Defendant says that “it was a mistake” and that he “thought it was
someone else.” They ask him where the shooting happened. He says that
he does not know, that it was somewhere on the east side. They ask him if
it could have been near Liberty and the Oak Park School. He agrees that it
No. 16-2612 Page 7
could have been. He says he met with Hector and Chris at a party at his
house, went from there to the party with the Kings, and stayed there
awhile. He then left, sitting in the front seat of Hector’s car with Hector
driving and Chris in back. In the back of the car was a 9–millimeter Glock
semiautomatic with a chrome finish, a “nation’s” (gang-owned) gun.
Defendant saw a “guy” in a vehicle going the opposite direction
and started “mad dogging” 1 him. He got out of the car and Hector drove
around the block.

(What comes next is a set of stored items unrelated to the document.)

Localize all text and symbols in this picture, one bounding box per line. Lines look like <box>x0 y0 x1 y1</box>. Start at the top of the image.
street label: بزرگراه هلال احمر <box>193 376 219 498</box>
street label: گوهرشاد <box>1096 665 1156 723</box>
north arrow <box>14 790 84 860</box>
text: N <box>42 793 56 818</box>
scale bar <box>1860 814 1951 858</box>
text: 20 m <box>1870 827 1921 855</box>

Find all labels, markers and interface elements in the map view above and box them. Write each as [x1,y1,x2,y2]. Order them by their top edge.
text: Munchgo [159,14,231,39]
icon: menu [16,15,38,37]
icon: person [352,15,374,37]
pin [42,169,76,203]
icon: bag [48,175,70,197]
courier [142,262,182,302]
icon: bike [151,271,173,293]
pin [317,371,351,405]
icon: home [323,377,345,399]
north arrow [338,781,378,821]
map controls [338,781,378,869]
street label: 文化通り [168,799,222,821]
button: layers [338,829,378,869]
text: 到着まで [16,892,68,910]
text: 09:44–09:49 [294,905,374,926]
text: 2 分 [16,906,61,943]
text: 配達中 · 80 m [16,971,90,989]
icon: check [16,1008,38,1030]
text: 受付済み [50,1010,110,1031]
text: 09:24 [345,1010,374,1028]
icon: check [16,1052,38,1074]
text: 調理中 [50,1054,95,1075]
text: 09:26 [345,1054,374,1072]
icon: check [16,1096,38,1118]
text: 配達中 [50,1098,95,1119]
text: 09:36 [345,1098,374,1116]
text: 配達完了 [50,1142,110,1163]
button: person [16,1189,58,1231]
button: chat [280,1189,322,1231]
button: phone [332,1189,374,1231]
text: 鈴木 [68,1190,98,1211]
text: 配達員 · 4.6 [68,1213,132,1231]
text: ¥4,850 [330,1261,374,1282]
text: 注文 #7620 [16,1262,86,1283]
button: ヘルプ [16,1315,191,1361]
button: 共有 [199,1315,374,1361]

He shot three times at the vehicle. He did not know at
whom he was shooting. The victim was the first person he saw, and he
could not see the vehicle. He ran back to Hector’s car without seeing what
happened to the vehicle or the driver.
Defendant tells the three that they did not go back to the party after
that, but Camacho tells him that of course he did. He agrees with her. He
says that, back at the party, he “shook up” with Ric Dog. He agrees that
Ric Dog was the Kings’ enforcer and had given him his crown on the spot.
One detective says that defendant must have given Ric Dog a “play by
play,” but defendant says that he had just said that he had “hit him up.”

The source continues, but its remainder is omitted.